Bastou o STF declarar, no último dia 15 de abril, a inconstitucionalidade da lei amazonense que obrigava bibliotecas públicas e escolares a manterem, ao menos, um exemplar da bíblia, para começar a pipocar fake news nas redes sociais - sobretudo, em perfis de bolsonaristas, claro. Blogueiros aliados ao Planalto e até mesmo parlamentares do núcleo ideológico do presidente escreveram asneiras do tipo: “Primeiro o STF proíbe os cultos e as missas e agora bíblias nas escolas?”, “STF quer bíblias fora das escolas e bibliotecas públicas” e “Esses ministros estão possuídos pelo demônio!”.
Tudo começou em fevereiro de 2010, quando a Assembleia Legislativa do Amazonas promulgou a lei nº 74/2010. O dispositivo aprovado pelos deputados estaduais obrigava escolas e bibliotecas públicas a terem, ao menos, um exemplar da bíblia. Entretanto, em 2015, o então procurador-geral da República, Rodrigo Janot, viu no dispositivo ofensa ao princípio do Estado Laico e à liberdade religiosa, e entrou com ação para derrubar a lei amazonense. Somente no último dia 15, o STF julgou o pedido de Janot e declarou a lei inconstitucional.

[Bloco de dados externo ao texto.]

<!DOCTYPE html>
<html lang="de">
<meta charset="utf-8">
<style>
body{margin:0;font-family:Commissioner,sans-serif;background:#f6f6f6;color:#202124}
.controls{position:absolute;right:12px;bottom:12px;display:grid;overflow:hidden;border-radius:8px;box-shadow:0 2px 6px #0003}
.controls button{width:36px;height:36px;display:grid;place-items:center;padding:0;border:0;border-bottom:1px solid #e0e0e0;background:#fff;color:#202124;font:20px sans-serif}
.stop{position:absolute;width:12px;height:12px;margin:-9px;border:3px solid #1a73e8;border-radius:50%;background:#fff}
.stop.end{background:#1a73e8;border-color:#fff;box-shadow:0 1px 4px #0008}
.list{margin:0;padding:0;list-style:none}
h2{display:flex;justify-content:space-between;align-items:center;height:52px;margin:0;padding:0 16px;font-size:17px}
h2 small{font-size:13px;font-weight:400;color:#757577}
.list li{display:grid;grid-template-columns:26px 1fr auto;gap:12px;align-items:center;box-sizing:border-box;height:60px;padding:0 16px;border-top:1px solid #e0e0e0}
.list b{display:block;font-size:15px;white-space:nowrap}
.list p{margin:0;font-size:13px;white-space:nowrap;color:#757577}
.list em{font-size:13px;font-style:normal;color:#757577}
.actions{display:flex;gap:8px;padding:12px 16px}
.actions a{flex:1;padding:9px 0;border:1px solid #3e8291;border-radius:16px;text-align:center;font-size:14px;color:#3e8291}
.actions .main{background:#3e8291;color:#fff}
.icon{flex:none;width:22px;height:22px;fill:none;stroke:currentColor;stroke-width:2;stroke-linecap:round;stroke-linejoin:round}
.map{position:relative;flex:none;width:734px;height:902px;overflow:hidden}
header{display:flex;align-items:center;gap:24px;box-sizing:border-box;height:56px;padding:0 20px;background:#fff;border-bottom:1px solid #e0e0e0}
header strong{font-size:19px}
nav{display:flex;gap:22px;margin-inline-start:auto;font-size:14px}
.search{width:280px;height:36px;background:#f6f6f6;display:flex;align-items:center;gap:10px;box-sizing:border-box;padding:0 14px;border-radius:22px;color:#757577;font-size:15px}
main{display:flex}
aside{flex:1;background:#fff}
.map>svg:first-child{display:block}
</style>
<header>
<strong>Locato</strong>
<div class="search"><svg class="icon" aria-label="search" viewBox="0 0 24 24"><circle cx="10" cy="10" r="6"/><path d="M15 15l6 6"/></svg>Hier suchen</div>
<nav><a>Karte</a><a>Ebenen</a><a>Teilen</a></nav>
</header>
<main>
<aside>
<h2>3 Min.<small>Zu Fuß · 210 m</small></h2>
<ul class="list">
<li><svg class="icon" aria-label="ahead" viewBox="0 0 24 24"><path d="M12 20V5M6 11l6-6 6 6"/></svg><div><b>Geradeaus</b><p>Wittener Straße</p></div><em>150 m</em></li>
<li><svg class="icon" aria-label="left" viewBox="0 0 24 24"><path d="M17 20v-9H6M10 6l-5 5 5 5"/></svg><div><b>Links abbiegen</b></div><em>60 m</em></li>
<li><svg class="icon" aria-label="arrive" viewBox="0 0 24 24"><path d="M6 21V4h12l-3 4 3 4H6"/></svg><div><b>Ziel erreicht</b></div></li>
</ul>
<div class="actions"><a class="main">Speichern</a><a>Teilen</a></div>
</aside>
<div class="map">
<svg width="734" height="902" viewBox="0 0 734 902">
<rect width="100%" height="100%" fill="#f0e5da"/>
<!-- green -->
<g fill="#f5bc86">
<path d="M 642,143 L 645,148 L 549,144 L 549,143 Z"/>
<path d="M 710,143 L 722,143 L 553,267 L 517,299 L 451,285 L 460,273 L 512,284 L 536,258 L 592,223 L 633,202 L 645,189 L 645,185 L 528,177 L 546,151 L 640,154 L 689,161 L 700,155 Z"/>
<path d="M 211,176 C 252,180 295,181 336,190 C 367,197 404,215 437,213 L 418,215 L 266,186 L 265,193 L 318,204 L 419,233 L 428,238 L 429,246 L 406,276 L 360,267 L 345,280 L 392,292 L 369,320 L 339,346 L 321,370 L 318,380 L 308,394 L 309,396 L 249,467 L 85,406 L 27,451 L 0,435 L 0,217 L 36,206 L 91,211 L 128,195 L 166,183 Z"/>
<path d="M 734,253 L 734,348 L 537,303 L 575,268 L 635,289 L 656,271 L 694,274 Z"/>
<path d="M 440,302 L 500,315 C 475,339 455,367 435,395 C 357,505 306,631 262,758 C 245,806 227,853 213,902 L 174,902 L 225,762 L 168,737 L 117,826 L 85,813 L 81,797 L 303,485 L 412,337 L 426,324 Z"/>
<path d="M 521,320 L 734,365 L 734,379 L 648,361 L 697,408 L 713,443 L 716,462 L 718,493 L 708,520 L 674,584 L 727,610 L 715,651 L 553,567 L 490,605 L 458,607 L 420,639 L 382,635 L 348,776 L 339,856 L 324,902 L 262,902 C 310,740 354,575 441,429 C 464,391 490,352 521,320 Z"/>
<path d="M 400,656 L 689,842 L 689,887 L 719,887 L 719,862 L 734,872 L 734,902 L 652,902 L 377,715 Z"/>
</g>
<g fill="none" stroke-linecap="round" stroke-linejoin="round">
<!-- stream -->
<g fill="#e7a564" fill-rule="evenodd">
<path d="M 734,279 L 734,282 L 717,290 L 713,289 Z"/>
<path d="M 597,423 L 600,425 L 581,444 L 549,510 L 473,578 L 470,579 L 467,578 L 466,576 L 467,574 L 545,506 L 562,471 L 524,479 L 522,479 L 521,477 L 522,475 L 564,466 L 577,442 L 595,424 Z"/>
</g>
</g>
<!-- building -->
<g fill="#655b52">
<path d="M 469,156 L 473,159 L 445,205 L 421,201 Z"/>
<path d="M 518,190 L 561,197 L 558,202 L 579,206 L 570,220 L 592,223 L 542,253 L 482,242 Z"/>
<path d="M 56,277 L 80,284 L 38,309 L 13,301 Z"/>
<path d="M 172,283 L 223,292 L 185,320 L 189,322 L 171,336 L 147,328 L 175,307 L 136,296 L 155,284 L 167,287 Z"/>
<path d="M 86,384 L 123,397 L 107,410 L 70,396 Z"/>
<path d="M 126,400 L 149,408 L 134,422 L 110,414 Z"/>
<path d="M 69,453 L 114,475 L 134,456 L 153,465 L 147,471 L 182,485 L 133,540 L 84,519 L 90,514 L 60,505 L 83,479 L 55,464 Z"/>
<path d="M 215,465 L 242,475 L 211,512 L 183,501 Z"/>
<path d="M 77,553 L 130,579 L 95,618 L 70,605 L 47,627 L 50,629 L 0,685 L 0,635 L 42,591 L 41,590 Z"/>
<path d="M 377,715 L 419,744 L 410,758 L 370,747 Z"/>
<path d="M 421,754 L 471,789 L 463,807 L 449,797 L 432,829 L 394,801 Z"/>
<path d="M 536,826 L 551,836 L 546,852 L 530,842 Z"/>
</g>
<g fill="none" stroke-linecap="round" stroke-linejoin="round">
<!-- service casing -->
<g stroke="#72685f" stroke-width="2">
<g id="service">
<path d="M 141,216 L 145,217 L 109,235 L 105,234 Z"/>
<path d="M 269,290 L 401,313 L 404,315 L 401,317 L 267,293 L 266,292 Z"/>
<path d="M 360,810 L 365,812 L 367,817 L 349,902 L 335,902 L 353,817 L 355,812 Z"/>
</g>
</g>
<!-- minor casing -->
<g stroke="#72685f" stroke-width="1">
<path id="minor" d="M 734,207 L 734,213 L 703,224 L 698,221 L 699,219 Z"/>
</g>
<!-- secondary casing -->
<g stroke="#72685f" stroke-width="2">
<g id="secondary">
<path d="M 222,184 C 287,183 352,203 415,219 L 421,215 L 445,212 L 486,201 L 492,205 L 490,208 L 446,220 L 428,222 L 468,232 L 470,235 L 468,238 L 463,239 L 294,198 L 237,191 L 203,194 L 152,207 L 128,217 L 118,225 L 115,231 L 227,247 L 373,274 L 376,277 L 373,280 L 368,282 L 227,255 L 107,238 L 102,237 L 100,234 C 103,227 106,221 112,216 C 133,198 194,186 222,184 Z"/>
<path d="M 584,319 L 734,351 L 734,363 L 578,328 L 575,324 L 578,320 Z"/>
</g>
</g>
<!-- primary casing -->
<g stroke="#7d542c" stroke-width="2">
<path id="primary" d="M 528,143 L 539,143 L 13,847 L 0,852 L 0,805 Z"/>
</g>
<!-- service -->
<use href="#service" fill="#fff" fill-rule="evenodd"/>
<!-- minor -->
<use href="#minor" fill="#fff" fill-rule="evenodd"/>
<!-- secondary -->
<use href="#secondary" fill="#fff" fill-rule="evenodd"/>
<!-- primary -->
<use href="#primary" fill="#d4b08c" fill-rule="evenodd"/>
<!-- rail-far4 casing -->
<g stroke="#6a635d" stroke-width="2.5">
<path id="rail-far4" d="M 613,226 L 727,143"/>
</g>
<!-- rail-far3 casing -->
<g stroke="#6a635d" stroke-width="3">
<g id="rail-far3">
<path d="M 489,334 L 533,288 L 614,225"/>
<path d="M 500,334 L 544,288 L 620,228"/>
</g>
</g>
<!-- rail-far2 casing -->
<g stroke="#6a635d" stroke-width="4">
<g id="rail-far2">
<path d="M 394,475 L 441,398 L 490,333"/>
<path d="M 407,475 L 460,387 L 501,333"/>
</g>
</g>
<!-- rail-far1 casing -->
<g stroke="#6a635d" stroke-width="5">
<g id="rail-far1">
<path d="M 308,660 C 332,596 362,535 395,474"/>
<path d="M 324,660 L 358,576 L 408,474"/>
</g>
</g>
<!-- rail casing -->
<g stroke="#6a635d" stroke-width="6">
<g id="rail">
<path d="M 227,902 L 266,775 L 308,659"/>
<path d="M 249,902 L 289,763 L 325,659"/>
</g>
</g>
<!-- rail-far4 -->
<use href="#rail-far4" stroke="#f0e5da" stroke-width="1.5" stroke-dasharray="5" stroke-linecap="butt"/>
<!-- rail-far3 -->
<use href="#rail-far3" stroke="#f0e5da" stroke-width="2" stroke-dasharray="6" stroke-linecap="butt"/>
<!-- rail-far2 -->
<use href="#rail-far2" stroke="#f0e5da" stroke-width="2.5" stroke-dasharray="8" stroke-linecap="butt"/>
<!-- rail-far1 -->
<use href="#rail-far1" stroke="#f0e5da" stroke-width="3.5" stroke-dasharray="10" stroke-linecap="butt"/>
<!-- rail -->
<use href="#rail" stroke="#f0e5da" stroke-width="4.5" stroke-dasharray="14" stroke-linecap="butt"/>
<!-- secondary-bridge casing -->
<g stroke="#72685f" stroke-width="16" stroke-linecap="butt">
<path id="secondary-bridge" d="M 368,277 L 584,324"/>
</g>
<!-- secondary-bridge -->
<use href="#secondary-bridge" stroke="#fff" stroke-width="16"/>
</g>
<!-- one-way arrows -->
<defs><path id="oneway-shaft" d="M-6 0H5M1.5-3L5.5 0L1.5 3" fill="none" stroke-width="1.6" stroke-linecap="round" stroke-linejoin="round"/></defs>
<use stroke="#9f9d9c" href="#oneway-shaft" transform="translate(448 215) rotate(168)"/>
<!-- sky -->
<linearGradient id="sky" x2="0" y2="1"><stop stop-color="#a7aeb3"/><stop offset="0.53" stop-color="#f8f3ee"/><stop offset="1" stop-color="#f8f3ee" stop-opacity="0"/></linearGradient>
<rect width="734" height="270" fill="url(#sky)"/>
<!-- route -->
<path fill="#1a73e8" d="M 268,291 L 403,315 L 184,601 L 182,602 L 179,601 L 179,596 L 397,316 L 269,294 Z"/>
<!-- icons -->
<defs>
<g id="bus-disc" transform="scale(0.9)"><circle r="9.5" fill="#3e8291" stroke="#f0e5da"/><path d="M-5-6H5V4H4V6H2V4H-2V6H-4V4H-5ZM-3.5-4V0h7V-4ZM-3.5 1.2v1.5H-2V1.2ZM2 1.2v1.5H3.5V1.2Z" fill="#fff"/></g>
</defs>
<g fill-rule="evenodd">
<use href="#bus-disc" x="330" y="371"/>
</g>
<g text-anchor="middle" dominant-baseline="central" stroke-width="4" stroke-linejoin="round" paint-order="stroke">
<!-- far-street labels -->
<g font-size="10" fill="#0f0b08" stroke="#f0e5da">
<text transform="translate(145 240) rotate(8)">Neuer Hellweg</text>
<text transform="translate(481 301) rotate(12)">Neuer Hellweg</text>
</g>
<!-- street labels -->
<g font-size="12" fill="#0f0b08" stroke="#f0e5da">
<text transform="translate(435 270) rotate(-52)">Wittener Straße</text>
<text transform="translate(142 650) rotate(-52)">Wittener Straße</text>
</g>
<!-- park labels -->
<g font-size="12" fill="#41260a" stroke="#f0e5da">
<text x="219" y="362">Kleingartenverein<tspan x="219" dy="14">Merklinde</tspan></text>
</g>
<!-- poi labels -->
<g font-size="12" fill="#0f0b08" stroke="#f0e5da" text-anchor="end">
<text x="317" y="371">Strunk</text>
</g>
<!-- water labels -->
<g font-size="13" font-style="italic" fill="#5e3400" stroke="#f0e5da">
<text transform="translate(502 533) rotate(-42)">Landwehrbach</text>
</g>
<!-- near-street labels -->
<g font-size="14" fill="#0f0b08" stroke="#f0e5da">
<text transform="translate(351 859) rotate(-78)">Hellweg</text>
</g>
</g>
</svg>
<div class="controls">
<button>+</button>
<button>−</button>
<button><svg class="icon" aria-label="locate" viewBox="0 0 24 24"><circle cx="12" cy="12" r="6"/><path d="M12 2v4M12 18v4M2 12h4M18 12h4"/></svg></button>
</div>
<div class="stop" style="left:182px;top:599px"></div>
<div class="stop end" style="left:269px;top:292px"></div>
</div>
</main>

A partir de uma visão limitada e parva da decisão do Supremo, é possível acreditar que a corte proibiu que escolas e bibliotecas mantivessem bíblias em seu acervo, assim como afirmaram alguns bolsonaristas. A verdade, no entanto, está longe disso. O projeto de lei aprovado no Amazonas previa que órgãos estaduais utilizassem recursos públicos para comprar unicamente bíblias, um livro que contempla majoritariamente os cristãos - majoritariamente, porque vez ou outra algum ateu, agnóstico, ou mesmo adepto de outra religião, por curiosidade, é motivado a ler o livro sagrado de católicos e evangélicos.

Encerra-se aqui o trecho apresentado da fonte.